Indeed, the analogy to mitigation of damages is apt. Common Law Courts have historically allowed plaintiffs to recover costs associated with mitigating their losses. If mitigation efforts reduce the overall cost of benefits paid and result in a higher net recovery, they should not only be applauded—they should be reimbursed. Nurse case managers perform precisely this function by ensuring medical resources are efficiently utilized, reducing waste and duplication, and tailoring care to the specific needs of injured employees.
Subrogation statutes often refer to reimbursement for payments made “to or on behalf of” the claimant. In the dissenting opinion of Thomas v. Logue, Justice Kennedy rightly emphasized that expenditures such as independent reviews were conducted “in the interest of” the employee, and thus fell within this language. If such logic is valid for independent reviews, it is even more compelling when applied to nurse case management, which directly benefits employees in their recovery efforts, helping to keep workers’ compensation liens smaller.

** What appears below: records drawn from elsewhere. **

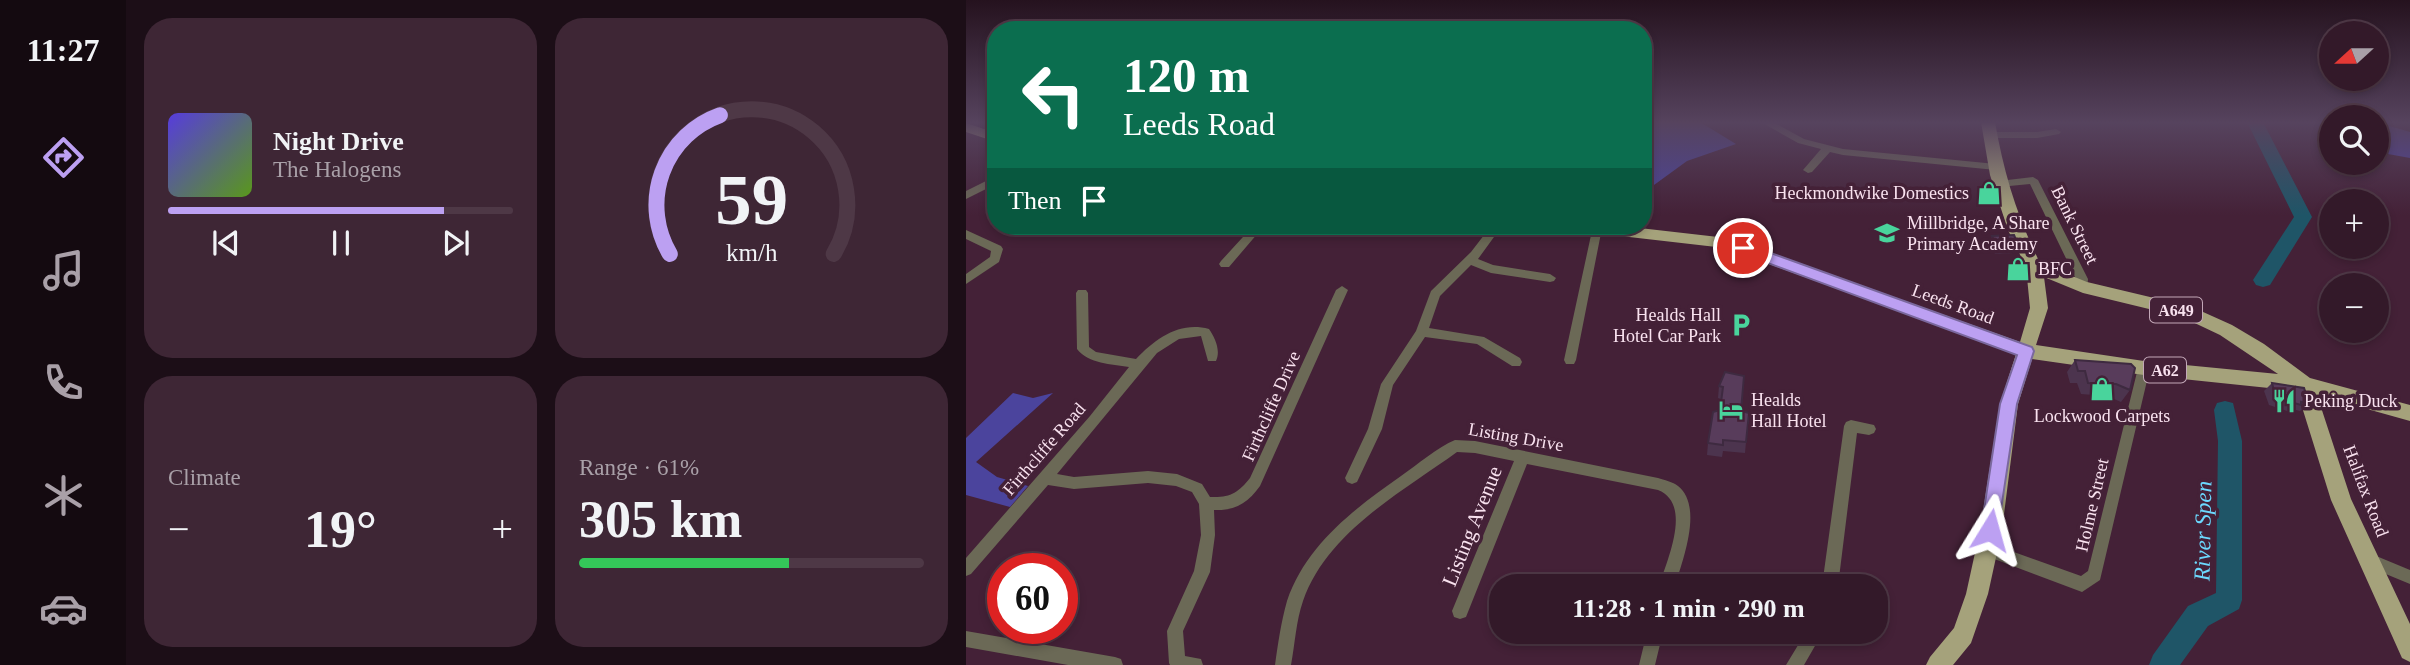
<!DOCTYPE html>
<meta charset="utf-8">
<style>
body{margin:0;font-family:Georgia,serif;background:#3e2635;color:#f1f3f6;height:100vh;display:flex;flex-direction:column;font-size:26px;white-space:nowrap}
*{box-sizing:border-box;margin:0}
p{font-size:23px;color:#a9a0a8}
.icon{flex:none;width:38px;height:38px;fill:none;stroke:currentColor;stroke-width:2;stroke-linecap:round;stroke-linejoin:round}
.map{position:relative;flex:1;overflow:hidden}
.sheet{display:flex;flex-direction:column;gap:18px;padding:18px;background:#1c0e17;width:840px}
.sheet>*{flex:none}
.top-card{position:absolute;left:21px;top:21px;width:665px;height:214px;border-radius:28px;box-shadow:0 4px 10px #0003,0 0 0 2px #4e3846;background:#0b6e4f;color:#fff;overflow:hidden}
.needle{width:46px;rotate:249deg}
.controls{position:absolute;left:1353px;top:21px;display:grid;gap:14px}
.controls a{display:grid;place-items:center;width:70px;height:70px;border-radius:50%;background:#331929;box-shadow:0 4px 10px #0003,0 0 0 2px #4e3846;font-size:35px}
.speed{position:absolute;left:21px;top:553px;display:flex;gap:14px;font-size:35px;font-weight:700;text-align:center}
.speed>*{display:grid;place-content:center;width:91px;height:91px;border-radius:50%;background:#331929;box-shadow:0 4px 10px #0003,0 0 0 2px #4e3846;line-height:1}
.speed .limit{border:10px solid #d22;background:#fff;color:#111}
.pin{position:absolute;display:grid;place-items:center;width:60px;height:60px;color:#fff;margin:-30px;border:4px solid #fff;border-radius:50%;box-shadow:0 2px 7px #0007}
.me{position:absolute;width:77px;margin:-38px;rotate:8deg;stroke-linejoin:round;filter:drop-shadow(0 0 5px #0008)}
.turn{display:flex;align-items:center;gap:24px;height:147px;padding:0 21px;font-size:32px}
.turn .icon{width:91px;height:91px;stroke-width:2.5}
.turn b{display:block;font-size:49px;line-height:60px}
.then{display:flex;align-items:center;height:66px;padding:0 21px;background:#0003;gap:14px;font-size:26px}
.big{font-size:52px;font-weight:600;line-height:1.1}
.sheet .widget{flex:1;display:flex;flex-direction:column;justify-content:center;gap:10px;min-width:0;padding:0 24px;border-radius:28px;background:#3e2635}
.sheet .dial{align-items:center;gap:0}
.dial svg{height:182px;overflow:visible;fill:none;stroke:#4e3846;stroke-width:7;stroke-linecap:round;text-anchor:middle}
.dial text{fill:#f1f3f6;stroke:none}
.song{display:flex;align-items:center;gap:21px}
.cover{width:84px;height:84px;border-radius:10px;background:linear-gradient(135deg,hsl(250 70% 55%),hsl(90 70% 35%))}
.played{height:7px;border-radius:4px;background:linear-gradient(90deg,#bca0f2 80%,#4e3846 80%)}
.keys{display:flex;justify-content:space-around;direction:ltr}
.heat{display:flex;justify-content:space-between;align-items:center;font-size:38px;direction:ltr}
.charge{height:10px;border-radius:5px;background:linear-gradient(90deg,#34c759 61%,#4e3846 0)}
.sheet .tiles{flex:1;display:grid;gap:18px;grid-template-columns:repeat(2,1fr)}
.trip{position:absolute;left:523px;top:574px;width:399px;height:70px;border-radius:28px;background:#331929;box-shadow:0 4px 10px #0003,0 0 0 2px #4e3846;font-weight:600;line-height:70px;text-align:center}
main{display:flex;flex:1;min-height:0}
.dock{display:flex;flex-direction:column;width:126px;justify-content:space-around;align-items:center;background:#140a10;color:#a9a0a8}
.dock .icon{width:49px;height:49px}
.dock .active{color:#bca0f2}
.dock b{font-size:32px;color:#f1f3f6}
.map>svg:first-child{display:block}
</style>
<main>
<nav class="dock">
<b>11:27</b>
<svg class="icon active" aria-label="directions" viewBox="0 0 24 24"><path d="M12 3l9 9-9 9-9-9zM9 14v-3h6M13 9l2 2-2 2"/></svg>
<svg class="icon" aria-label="music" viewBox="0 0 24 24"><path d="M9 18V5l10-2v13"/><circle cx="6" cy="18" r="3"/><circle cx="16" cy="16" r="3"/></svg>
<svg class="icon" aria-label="phone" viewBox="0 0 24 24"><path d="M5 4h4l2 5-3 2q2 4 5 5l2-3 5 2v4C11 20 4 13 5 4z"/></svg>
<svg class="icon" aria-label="climate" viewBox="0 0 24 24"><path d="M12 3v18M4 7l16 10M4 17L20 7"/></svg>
<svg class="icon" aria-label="car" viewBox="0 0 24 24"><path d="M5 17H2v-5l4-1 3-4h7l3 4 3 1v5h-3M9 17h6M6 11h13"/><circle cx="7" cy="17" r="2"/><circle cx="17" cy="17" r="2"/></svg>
</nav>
<section class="sheet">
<div class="tiles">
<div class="widget">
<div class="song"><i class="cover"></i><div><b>Night Drive</b><p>The Halogens</p></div></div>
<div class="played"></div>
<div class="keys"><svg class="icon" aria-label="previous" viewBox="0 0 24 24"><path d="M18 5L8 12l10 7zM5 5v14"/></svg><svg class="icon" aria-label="pause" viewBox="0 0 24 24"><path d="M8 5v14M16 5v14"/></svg><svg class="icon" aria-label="next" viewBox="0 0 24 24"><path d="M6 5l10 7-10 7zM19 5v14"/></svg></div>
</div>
<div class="widget dial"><svg viewBox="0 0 100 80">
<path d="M14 69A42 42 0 1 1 86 69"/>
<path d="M14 69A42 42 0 0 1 36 8" stroke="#bca0f2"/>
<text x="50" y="56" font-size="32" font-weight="700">59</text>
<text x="50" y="72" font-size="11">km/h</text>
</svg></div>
<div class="widget"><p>Climate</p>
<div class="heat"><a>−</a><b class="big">19°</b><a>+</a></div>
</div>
<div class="widget"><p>Range · 61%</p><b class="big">305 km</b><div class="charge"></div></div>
</div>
</section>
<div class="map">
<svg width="1444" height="665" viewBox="0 0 1444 665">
<rect width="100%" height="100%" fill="#442137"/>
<!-- green -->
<path fill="#4b449d" d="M677,122h57l36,22 -49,17 -44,32z
M47,393l20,5 20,-5 -77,69 21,15 31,9 -18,21 -44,-12v-57z"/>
<!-- forest -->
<path fill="#4e43a9" d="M1410,122h8l2,3 24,7v26l-33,-6z"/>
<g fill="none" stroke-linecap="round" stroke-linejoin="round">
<!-- river -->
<path fill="#1f5567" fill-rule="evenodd" d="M1281,122h16l49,95 -42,68 -7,2 -7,-2 -3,-5 41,-63z
M1259,401l8,2 9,38v159l-3,9 -31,17 -28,39h-31l4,-10 35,-49 28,-13 2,-152 -4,-31 3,-7z"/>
<!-- street -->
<path fill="#6b6956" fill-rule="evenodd" d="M795,122h12l31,17 39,10 153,15 5,3 -5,3 -153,-15 -13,-3 -18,20 -4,1 -5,-3 18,-21 -23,-6z
M1090,129l5,3 -2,2 -22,4h-45l-5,-3 5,-3h45z
M30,176v8l-30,15v-8z
M1067,177l5,3 50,99 -1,11 -4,1 -6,-4 -1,-8 -46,-95 -31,3 -5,-3 5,-3z
M287,226h11l-35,41h-8l-2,-3 2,-3z
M525,226h11l-24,33 15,6 57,9 6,4 -2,3 -4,1 -59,-9 -20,-8 -31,31 -11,32 55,9 36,21 2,4 -2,4h-8l-35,-22 -52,-7 -32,48 -11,44 -25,53 -5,2 -5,-2 -2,-4 23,-49 13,-45 35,-53 15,-40 40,-39z
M627,226h8l1,2 -26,132 -2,4h-8l-2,-4z
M0,230l35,16 2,3 -4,13 -33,22v-10l24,-17 1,-6 -25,-12z
M376,286l6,4 -88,196c-12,17 -25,25 -46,24l1,25 -5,37 -27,59 2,25 16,3 2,6h-33l-1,-2 -2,-32 27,-60 7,-36 -2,-31 -7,-12 -16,-6 -28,-3 -74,6 -26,-4 -77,89 -5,2v-18l124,-142 39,-49c-18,-3 -40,-3 -52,-18l-1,-56 2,-3h8l2,3 1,54 7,5 40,7c20,-21 44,-38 73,-30 6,9 12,21 7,32h-8l-7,-25 -22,3 -22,14 -100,121 17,3 74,-6 29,3 25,10 8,13c20,1 28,-4 40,-19l86,-188z
M1178,363l4,1 2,4 -50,212 -18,12 -101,-38 -3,-5 3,-5 5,-2 95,34 7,-5 50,-203 2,-4z
M885,420l23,5 2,4 -2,4 -5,2 -12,-2 -19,153h-16l22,-160 2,-4z
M489,440l20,1 183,37c6,2 15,4 20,8 26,21 4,75 -3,100h-16c8,-26 34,-82 -1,-96l-131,-26 -61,153 -6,2 -6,-2 -2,-6 62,-150 -39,-8 -18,-1c-55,40 -130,80 -154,149 -7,20 -8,43 -12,64h-16c3,-21 6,-43 12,-64 19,-56 67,-92 114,-125 16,-11 37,-29 54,-36z
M1403,553l41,17v14l-46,-19 -3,-5 3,-5z
M0,631l149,26 6,2 2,6h-55l-102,-18z
M681,632h16l-8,33h-16z
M840,632h17l-19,33h-18z"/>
<!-- primary -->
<path fill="#a5a27b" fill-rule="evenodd" d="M1015,122h14c9,52 22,94 45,141l47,19 105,25 40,18 32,19 46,34 100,27v16l-93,-26 34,104 59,125v38l-8,-4 -71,-158 -34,-109 -153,-16 -112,-16 -14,45 -16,126 -14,64 -17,49 -18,22h-27l4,-8 24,-29 12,-34 14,-64 20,-126 16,-50 -291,-106 -148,-17 -8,-5h53l105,12 293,104 10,-34 -4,-41 -18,-37 -18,-55zM1078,277l39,16 99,24 38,18 58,39 -134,-13 -108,-16 12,-37z
M0,123l30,10v9l-30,-10z"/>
</g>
<!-- wall -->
<path fill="#4c344e" d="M1026,236l27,11 -3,6 -21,1 -5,-12z
M1109,360l55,30 -9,12 -14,-6 -26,-2 -4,-11h-7l-3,-11z
M759,372l16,39 5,31 -1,11 -22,-2 -1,6 -15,-2 1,-12 12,-33 1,-11 -3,-1 1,-12z
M1306,383l37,20 -9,8 -4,-1 -3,3 -24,-8 -5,-14z"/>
<!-- building -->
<path fill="#583c5b" stroke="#3e2a40" stroke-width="2" d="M1048,235l5,12 -22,1 -5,-12z
M1109,360l56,4 4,4 -5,22 -14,-6 -28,-1 -3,-12h-7z
M759,372l19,4 -3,35 8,2 -3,29 -23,-2v5l-15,-2 5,-31 7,-2 3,-23 -4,-1z
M1306,383l32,5 5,15 -8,-1v3l-25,-7z"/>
<!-- sky -->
<linearGradient id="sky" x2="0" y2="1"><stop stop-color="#25121e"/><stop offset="0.57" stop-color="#56435e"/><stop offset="1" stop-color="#56435e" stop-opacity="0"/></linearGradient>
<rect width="1444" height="215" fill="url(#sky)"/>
<!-- route -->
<path fill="#bca0f2" stroke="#7a689d" stroke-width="2" d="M777,243l289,104 2,4 -17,53 -20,132 -7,3 -6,-3 -3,-6 19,-126 17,-49 -279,-103 -3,-4z"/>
<!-- icons -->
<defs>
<g id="shop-bare" transform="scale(1.89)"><path d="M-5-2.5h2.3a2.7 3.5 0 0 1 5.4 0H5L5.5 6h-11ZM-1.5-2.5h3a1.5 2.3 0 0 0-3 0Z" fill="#49d49c" stroke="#442137" stroke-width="2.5" paint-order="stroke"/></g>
<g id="school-bare" transform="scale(1.89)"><path d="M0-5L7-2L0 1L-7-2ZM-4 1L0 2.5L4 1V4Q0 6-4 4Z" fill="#49d49c" stroke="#442137" stroke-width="2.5" paint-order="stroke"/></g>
<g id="parking-bare" transform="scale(1.89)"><path d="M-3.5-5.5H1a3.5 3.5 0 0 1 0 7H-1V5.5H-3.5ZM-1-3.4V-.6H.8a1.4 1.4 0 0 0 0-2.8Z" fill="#49d49c" stroke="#442137" stroke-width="2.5" paint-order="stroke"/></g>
<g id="restaurant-bare" transform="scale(1.89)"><path d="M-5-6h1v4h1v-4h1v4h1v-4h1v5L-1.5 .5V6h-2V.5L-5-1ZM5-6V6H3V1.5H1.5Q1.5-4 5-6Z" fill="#49d49c" stroke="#442137" stroke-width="2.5" paint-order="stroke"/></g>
<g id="hotel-bare" transform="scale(1.89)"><path d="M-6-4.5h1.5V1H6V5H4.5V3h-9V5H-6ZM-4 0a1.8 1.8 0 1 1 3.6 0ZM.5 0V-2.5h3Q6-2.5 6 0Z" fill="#49d49c" stroke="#442137" stroke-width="2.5" paint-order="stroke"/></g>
</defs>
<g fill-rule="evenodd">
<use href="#shop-bare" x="1023" y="193"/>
<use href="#school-bare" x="921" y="233"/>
<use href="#shop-bare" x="1052" y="269"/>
<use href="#parking-bare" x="775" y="325"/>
<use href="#shop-bare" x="1136" y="389"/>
<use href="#restaurant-bare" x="1318" y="401"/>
<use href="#hotel-bare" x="765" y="410"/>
</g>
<g text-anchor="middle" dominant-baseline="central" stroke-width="7" stroke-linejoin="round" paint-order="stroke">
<!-- shield labels -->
<g fill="#442137" stroke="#c3a8b8" stroke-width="2">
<rect x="1184" y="297.5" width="52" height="25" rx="5"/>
<rect x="1178" y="357.5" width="42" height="25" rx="5"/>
</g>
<g font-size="16" font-weight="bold" fill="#f9e2ef">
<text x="1210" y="310">A649</text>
<text x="1199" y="370">A62</text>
</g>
<!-- poi labels -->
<g font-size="18" fill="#f9e2ef" stroke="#442137" text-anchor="start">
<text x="1003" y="193" text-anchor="end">Heckmondwike Domestics</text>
<text x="941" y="223">Millbridge, A Share<tspan x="941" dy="21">Primary Academy</tspan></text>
<text x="1072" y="269">BFC</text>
<text x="755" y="315" text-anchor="end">Healds Hall<tspan x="755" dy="21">Hotel Car Park</tspan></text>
<text x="785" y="400">Healds<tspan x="785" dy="21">Hall Hotel</tspan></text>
<text x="1338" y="401">Peking Duck</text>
<text x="1136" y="416" text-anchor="middle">Lockwood Carpets</text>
</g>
<!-- street labels -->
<g font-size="18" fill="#f9e2ef" stroke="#442137">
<text transform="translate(1109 225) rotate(64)">Bank Street</text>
<text transform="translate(987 304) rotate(20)">Leeds Road</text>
<text transform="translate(305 406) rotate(-66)">Firthcliffe Drive</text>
<text transform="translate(550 437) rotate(10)">Listing Drive</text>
<text transform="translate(78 449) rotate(-49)">Firthcliffe Road</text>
<text transform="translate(1400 491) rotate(69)">Halifax Road</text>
<text transform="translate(1126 505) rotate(-77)">Holme Street</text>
</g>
<!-- near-street labels -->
<g font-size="21" fill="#f9e2ef" stroke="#442137">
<text transform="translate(506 526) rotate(-68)">Listing Avenue</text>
</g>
<!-- near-water labels -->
<g font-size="23" font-style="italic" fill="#6cd9fe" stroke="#442137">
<text transform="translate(1237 531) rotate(-89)">River Spen</text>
</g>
</g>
</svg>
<div class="controls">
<a><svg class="needle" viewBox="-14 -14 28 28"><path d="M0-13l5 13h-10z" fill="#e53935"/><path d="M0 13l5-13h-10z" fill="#a9a0a8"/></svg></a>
<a><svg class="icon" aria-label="search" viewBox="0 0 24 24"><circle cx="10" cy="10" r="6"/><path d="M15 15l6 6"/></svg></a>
<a>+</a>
<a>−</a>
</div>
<div class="speed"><div class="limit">60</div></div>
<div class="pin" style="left:777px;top:248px;background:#d93025"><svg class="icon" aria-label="arrive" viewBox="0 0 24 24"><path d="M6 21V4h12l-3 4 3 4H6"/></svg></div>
<svg class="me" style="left:1024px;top:530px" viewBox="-20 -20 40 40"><path d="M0-17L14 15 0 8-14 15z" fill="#bca0f2" stroke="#fff" stroke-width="4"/></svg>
<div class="trip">11:28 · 1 min · 290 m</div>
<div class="top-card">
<div class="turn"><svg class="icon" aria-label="left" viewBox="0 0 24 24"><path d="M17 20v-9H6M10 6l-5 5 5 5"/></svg><div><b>120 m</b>Leeds Road</div></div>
<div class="then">Then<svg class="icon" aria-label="arrive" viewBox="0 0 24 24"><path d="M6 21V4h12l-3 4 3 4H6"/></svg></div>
</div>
</div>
</main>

Refusing to include nurse case management costs within the definition of recoverable “benefits” disincentivizes carriers from investing in quality care coordination, which paradoxically leads to larger liens and smaller net recoveries for employees. This undermines the very purpose of the workers’ compensation system: to efficiently restore employees to health and work.
In the final analysis, including nurse case management fees in subrogation liens is not merely a legal possibility—it is a practical necessity. It aligns with the dual goals of the compensation system: ensuring swift and complete medical recovery for employees and maintaining fair cost distribution among the stakeholders. Legislators, courts, and practitioners should coalesce around this understanding and modernize the interpretation of “benefits” to include all reasonable expenditures that facilitate recovery. Doing so will not only uphold the integrity of the system but also foster better outcomes for injured workers and employers alike. If Florence Nightingale helped win wars with a lamp and a ledger, surely we can recognize that her modern-day counterparts deserve to be seen as part of the cure—and part of the recovery.